Accuracy (Validity)
Validity is the characteristic which determines whether a questionnaire
measures what it is actually supposed to measure1,5,13. Validity refers to the suitability,
significance and usefulness of an instrument for a specific objective
and is generally seen as the most important consideration when
evaluating an instrument. It does not refer to any inherent
characteristics of the instrument; it is never ”valid” or ”not valid”14. It is also, particularly important, with regard to
the language, culture and clinical situations for which an instrument
was developed - an instrument validated in a specific language or
population may not be valid in other clusters1,5,9,14.
The validity itself is also, and more correctly, called accuracy.
Although there are several forms (or designations) of validation, the
most commonly used to test the psychometry are construction validity,
convergent validity 1,5,9,14 and discriminant validity1,5,6,9,12,14. Note that, in the literature a mixture
of those terms can be found. In this way, an attention to the
definitions and statistical methods must be drawn.

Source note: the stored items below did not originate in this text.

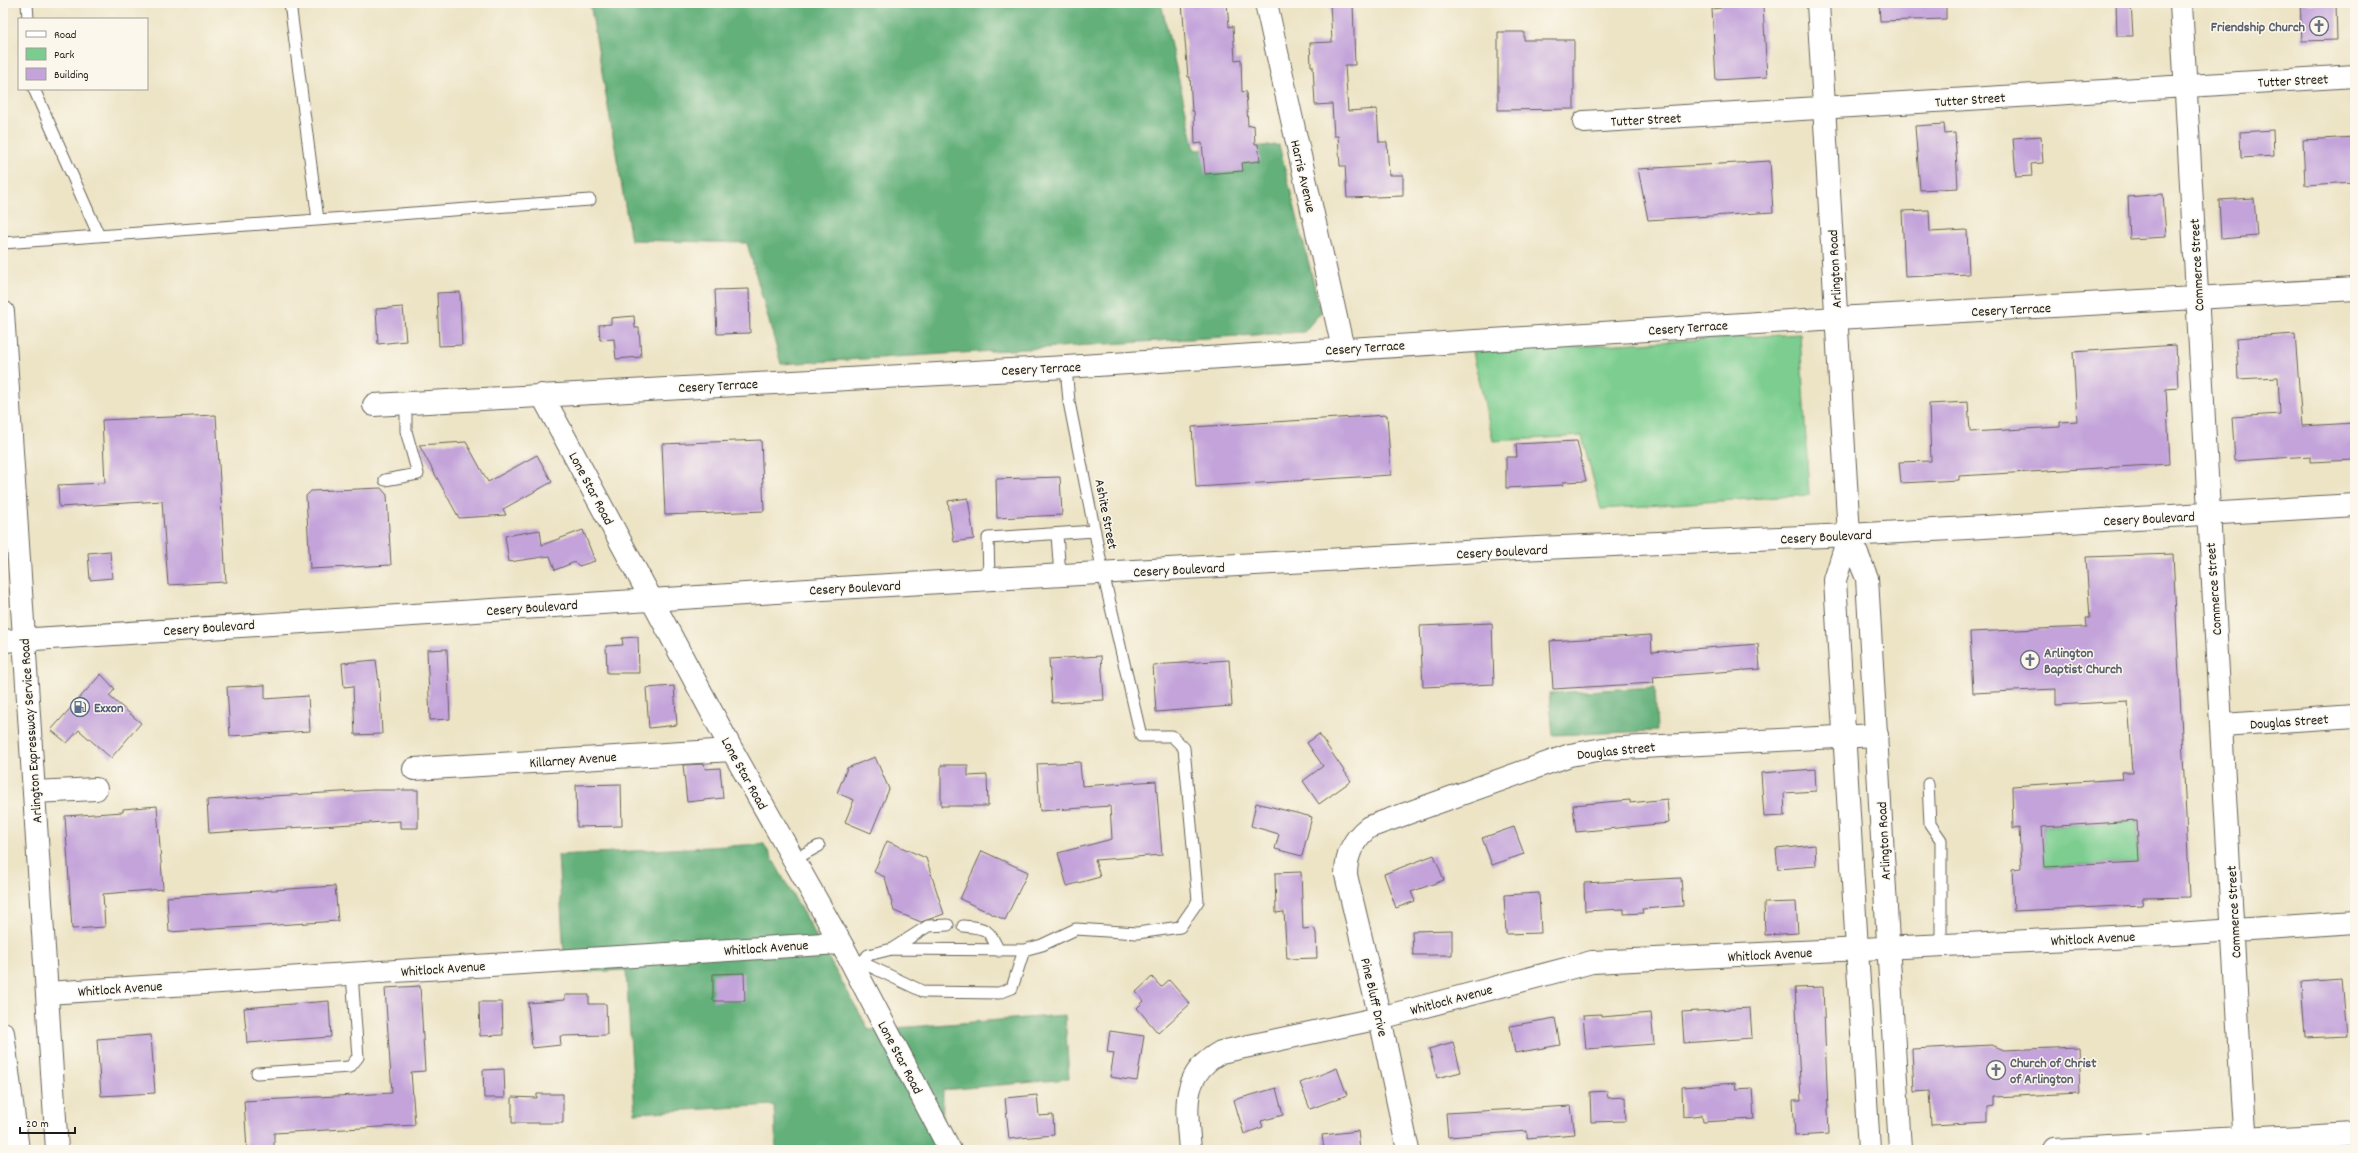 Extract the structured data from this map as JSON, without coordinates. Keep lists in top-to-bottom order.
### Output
{
  "streets": {
    "main road": [
      "Tutter Street",
      "Harris Avenue",
      "Commerce Street",
      "Arlington Road",
      "Cesery Terrace",
      "Lone Star Road",
      "Cesery Boulevard",
      "Douglas Street",
      "Arlington Expressway Service Road",
      "Killarney Avenue",
      "Whitlock Avenue",
      "Pine Bluff Drive"
    ],
    "lane": ["Ashite Street"]
  },
  "crossings": [
    ["Tutter Street", "Commerce Street"],
    ["Tutter Street", "Arlington Road"],
    ["Harris Avenue", "Cesery Terrace"],
    ["Commerce Street", "Cesery Terrace"],
    ["Commerce Street", "Cesery Boulevard"],
    ["Commerce Street", "Douglas Street"],
    ["Commerce Street", "Whitlock Avenue"],
    ["Arlington Road", "Cesery Terrace"],
    ["Arlington Road", "Cesery Boulevard"],
    ["Arlington Road", "Douglas Street"],
    ["Arlington Road", "Whitlock Avenue"],
    ["Cesery Terrace", "Lone Star Road"],
    ["Cesery Terrace", "Ashite Street"],
    ["Lone Star Road", "Cesery Boulevard"],
    ["Lone Star Road", "Killarney Avenue"],
    ["Lone Star Road", "Whitlock Avenue"],
    ["Ashite Street", "Cesery Boulevard"],
    ["Cesery Boulevard", "Arlington Expressway Service Road"],
    ["Douglas Street", "Pine Bluff Drive"],
    ["Arlington Expressway Service Road", "Whitlock Avenue"],
    ["Whitlock Avenue", "Pine Bluff Drive"]
  ],
  "places": {
    "church": ["Friendship Church", "Arlington Baptist Church", "Church of Christ of Arlington"],
    "fuel station": ["Exxon"]
  },
  "legend": ["Road", "Park", "Building"],
  "scale_bar": "20 m"
}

The construction validity (the designation ’content’ can also be found
in the literature) assesses whether the content of an instrument is
appropriate for its intended use. It involves a critical evaluation of
the design and development of the instrument, to test the scope,
relevance and understanding of the instrument among experts, such as
specialists in Dermatology and Allergology, and patients5,9,15,16. The items must adequately represent the
entire measured construction and the questions must be clear and free of
redundant items. For example, generic instruments in dermatology
generally have lower content validity, compared to specific dermatology
instruments, since the first contain items not explicit to
dermatological patients 9. Construction validity is
usually determined through expert advice or statistical analysis - such
as factor analysis and principal component analysis. These methods are
applied to a group of variables (such as items on a multiple item scale)
to determine whether the variables span a single dimension or more than
one dimension 5,14. Subsequently, it is necessary to
do a pre-test, that is, to apply to patients with the characteristics to
be studied 15. A small sample - more or less 30
participants - is essential to identify some issue less accessible to
individuals in the population and adapt it subsequently15.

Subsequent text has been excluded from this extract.